One object of the present invention is thus to propose a zeolite material in agglomerated form comprising at least one mesoporous zeolite. As another object, the present invention proposes a zeolite material in agglomerated form comprising at least one mesoporous zeolite, and which has improved crystallinity properties when compared with the materials of the prior art.
Yet another object consists in providing a process for preparing a zeolite material in agglomerated form comprising at least one mesoporous zeolite, the said process being readily industrializable, and improved in terms of cost and duration, when compared with the processes for manufacturing agglomerates known in the prior art, while at the same time avoiding degradation of the properties of the mesoporous zeolite(s) present in the said material.

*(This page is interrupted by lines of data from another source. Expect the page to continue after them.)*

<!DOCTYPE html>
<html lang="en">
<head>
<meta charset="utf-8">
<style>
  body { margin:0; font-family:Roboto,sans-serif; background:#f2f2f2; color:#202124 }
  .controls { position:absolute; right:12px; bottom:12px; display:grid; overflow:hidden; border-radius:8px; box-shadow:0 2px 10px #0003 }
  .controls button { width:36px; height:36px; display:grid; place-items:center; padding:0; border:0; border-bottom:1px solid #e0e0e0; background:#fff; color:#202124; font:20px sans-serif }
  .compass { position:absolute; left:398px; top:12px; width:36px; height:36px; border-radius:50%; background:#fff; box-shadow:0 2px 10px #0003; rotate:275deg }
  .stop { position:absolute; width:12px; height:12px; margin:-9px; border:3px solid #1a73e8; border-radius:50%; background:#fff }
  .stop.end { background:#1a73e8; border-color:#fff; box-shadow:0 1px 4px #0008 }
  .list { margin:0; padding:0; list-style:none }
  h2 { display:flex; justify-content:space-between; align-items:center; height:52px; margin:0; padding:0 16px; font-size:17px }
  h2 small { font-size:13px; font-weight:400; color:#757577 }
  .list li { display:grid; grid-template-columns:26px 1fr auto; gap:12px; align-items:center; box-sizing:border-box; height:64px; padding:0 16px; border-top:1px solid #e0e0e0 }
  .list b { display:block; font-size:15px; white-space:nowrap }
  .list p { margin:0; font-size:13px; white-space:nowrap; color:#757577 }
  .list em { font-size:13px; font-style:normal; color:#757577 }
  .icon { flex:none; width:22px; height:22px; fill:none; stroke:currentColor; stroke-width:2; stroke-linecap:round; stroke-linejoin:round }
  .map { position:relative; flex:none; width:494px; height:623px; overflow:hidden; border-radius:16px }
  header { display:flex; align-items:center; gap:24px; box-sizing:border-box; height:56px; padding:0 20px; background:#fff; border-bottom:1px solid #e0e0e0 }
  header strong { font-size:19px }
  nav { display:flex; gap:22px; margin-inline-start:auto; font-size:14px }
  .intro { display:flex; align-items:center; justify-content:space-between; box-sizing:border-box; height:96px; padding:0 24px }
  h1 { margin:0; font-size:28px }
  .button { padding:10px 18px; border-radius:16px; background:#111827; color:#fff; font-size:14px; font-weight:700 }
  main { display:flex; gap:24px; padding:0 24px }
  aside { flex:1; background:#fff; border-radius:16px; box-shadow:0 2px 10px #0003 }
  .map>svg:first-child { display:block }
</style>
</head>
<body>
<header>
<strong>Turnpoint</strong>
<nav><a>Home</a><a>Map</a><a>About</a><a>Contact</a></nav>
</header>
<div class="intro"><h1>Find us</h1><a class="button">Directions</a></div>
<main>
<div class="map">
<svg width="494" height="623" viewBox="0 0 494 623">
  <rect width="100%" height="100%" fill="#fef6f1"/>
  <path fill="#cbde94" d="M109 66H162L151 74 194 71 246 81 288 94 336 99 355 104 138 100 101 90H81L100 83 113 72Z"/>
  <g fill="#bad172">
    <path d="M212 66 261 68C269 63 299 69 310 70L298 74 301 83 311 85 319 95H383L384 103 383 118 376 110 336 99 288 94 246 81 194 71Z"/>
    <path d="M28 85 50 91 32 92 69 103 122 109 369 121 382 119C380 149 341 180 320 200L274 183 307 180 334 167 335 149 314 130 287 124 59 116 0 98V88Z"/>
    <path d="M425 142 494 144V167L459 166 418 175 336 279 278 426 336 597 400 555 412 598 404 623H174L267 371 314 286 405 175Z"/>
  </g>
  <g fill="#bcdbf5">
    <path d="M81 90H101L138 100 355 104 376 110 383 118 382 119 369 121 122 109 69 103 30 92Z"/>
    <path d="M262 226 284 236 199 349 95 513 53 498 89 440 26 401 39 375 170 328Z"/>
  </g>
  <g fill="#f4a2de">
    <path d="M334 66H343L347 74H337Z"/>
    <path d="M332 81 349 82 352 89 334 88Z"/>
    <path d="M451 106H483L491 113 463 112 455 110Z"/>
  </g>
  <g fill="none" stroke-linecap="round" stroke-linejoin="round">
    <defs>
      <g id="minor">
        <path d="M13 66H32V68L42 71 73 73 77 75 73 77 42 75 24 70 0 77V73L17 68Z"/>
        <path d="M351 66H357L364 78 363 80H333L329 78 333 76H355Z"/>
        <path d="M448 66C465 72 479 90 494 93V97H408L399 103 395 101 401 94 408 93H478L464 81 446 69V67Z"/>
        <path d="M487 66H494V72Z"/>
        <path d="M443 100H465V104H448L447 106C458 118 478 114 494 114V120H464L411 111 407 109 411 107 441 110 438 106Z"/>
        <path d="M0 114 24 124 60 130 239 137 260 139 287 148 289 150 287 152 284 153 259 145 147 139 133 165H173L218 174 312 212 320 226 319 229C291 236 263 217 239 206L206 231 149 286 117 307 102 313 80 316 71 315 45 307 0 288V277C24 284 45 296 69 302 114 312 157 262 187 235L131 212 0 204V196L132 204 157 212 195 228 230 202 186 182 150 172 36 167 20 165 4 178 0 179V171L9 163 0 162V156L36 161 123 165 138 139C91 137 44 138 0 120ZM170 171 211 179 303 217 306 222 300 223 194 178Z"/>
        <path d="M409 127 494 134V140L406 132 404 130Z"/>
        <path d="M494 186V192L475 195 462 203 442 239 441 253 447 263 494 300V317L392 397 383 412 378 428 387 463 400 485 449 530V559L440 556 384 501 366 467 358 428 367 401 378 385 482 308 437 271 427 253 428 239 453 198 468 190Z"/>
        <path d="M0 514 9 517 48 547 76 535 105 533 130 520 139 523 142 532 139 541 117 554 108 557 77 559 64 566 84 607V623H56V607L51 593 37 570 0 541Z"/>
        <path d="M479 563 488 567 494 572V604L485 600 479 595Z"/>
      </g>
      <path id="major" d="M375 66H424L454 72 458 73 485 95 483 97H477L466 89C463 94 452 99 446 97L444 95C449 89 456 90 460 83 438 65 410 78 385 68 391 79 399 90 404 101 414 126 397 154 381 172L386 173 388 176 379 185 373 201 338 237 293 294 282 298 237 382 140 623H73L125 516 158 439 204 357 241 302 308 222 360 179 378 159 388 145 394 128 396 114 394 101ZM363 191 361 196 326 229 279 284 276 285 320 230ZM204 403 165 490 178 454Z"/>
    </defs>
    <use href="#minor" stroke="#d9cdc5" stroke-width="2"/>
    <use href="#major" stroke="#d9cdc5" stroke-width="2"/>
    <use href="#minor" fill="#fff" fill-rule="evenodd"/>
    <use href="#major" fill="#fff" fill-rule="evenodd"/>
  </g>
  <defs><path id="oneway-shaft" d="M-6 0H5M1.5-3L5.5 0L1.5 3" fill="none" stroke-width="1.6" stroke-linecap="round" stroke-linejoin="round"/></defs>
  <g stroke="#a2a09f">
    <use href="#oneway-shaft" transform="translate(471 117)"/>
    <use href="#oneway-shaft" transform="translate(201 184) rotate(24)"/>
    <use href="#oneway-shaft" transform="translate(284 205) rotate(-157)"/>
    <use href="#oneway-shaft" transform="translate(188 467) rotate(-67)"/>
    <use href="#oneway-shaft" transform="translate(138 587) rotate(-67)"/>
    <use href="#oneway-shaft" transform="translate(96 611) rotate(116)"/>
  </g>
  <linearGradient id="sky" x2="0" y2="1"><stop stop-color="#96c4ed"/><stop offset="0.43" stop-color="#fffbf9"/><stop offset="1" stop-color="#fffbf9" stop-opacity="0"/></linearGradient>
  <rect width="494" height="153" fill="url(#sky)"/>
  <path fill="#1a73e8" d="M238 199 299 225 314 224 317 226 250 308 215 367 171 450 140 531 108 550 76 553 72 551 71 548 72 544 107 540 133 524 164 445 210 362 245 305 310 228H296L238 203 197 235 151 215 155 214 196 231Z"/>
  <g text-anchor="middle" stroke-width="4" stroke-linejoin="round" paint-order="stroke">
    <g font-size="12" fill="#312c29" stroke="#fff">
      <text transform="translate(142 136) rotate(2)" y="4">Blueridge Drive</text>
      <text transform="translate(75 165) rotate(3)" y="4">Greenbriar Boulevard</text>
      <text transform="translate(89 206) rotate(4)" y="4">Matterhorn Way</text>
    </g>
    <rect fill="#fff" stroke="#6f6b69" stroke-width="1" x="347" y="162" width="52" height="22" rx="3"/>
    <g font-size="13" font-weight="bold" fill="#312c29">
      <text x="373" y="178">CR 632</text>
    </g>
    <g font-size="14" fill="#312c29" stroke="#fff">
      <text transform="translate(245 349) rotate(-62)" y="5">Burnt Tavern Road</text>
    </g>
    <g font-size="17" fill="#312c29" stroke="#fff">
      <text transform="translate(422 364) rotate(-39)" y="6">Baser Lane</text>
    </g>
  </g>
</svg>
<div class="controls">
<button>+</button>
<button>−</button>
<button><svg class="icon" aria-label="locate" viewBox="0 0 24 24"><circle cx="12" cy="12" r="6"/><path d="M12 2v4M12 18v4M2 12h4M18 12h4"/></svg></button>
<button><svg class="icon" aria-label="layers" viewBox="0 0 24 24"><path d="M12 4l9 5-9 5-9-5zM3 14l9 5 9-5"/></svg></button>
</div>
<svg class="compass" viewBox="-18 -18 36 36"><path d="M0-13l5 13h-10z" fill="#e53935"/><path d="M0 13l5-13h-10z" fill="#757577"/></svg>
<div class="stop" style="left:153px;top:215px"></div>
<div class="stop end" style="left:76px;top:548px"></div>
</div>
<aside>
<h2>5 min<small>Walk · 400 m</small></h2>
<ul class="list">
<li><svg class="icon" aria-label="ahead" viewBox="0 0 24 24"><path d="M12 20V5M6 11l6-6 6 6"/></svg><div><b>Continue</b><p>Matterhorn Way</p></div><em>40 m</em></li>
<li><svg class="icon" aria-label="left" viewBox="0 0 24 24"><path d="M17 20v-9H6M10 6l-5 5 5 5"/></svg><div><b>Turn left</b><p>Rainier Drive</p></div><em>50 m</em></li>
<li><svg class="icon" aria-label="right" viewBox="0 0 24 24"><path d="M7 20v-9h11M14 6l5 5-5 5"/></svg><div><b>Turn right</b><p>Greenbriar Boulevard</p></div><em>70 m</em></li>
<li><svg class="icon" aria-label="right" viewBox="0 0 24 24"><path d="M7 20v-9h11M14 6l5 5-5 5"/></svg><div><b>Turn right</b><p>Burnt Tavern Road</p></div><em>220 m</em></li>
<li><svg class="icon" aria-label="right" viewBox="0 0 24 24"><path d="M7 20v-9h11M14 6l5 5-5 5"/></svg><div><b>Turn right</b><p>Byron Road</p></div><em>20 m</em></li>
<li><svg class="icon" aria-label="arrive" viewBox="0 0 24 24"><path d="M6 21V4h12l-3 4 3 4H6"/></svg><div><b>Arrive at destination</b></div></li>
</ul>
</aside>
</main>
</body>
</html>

More particularly, one of the objects of the present invention consists in proposing an agglomerated zeolite material having the purity, crystallinity and pore distribution properties of the starting mesoporous zeolite(s) and moreover having good mechanical strength and optimized crystallinity, and thus enabling easy and efficient industrial use, for example in the fields of catalysis (catalysts or catalyst supports), or in dynamic or static separation, adsorption or ion exchange processes.
Yet other objects will emerge in the light of the description of the present invention that follows.

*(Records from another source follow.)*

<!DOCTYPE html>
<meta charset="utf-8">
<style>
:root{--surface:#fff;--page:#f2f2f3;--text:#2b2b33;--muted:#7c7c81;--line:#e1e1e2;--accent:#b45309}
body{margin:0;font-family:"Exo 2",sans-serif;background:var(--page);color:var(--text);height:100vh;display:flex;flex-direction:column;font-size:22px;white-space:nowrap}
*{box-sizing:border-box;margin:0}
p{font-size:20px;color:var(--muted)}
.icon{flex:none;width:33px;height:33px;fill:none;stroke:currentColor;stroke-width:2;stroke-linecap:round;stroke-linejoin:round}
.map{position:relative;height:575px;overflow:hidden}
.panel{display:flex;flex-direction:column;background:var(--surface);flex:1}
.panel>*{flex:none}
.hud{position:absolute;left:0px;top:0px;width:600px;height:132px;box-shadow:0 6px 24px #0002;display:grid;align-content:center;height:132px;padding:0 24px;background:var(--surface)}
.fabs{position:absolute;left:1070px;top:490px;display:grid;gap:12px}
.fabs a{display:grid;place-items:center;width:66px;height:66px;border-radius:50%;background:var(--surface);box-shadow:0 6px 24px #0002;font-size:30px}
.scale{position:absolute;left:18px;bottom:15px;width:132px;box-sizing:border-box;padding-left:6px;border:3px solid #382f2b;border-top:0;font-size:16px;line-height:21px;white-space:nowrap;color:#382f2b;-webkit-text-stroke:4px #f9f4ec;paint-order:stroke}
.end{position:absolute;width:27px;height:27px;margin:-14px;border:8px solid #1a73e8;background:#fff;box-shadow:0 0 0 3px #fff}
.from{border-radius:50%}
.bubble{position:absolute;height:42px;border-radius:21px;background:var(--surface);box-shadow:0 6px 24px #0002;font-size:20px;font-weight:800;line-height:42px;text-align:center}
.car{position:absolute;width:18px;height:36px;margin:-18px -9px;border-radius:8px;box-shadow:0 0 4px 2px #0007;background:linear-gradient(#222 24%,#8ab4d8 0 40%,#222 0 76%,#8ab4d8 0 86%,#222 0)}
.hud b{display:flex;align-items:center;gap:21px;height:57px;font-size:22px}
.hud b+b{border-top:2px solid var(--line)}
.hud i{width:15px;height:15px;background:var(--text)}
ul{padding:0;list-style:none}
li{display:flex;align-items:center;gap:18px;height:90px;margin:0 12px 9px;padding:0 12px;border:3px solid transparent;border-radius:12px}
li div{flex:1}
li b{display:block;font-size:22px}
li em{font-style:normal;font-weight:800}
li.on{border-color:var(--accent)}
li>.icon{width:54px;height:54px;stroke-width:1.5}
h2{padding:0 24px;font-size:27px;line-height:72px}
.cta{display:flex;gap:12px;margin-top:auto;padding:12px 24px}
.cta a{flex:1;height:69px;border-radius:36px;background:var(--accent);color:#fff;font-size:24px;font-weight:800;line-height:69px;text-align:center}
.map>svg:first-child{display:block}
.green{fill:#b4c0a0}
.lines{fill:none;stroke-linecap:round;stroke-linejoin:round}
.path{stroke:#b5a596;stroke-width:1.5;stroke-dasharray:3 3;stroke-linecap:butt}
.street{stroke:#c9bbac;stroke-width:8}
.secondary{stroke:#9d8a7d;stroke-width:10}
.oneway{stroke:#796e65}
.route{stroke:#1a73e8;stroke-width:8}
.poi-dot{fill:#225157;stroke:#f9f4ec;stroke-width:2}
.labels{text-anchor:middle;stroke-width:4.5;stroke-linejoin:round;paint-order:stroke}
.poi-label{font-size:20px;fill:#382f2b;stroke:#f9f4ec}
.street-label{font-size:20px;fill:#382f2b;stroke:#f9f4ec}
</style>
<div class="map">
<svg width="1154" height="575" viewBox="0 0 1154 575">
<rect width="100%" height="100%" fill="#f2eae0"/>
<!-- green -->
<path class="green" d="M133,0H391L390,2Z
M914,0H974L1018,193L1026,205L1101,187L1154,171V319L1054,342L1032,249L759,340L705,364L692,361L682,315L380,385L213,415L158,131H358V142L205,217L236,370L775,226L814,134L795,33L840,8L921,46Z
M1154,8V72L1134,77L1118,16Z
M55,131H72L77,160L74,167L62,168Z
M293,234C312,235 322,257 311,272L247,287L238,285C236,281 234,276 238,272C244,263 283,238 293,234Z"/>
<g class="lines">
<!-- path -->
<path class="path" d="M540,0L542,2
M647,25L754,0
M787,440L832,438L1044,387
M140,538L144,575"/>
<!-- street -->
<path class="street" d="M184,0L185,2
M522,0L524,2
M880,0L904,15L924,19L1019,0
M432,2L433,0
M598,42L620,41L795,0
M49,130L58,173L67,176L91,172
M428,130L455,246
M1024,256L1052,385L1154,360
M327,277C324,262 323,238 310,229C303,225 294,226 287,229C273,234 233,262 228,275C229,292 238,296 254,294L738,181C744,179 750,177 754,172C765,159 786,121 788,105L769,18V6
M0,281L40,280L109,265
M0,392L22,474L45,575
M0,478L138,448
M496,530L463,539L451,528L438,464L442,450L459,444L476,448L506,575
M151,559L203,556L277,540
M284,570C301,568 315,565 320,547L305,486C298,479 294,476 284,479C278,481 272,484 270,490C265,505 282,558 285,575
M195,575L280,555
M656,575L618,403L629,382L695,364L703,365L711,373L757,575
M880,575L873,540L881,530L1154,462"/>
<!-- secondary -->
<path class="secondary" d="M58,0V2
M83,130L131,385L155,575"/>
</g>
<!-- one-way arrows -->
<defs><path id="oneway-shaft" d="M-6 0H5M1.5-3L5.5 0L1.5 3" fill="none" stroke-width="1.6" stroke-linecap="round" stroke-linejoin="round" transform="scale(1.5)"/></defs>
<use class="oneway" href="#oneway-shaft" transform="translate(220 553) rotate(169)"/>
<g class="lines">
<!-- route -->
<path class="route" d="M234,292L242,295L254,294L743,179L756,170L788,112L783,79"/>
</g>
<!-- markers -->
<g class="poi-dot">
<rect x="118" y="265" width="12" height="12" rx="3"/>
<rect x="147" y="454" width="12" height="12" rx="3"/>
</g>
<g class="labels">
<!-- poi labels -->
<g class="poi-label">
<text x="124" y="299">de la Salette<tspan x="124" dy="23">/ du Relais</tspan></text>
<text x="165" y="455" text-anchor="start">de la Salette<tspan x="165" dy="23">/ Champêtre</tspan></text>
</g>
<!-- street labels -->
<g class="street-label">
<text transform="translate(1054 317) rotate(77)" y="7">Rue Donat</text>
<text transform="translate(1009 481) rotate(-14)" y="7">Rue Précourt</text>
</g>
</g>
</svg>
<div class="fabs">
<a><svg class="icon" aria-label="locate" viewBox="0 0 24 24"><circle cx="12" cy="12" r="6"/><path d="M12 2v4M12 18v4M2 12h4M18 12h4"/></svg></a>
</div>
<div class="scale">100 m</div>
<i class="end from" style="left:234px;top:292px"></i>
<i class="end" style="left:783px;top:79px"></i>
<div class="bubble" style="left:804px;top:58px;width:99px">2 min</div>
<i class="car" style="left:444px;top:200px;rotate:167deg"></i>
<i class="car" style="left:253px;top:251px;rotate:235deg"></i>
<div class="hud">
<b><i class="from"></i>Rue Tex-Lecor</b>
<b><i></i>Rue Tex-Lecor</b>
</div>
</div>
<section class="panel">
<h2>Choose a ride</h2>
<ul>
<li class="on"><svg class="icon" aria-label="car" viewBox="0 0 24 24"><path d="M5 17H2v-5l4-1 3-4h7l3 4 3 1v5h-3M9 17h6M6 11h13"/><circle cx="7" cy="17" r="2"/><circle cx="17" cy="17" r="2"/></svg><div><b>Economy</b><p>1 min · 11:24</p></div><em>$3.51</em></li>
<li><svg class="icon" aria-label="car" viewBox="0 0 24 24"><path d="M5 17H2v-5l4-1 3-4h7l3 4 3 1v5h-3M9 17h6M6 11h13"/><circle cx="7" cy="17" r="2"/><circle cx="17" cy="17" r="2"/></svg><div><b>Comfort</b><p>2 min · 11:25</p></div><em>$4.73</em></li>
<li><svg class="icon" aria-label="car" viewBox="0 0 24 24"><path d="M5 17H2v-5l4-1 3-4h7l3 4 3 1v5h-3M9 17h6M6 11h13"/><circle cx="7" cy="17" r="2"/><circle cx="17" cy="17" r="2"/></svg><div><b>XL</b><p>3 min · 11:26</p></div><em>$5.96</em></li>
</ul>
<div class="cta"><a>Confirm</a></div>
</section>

The Applicant has discovered that it is possible to totally or at least partially overcome the drawbacks mentioned in the prior art and to manufacture in an economical and optimized manner an agglomerated zeolite material which comprises at least one mesoporous zeolite, the initial microporosity properties of which are maintained, i.e. the mesoporous zeolite used to prepare the said agglomerated material conserves all of its microporosity in the said material.
The agglomerated material has a high level of crystallinity and is endowed with a density and mechanical properties that are sufficient for use in dynamic or static adsorption or ion exchange processes.
Unless otherwise indicated in the present description, the proportions indicated are weight proportions, counted for the solid constituents as calcined equivalents, on the basis of calcinations performed at 950° C. for 1 hour.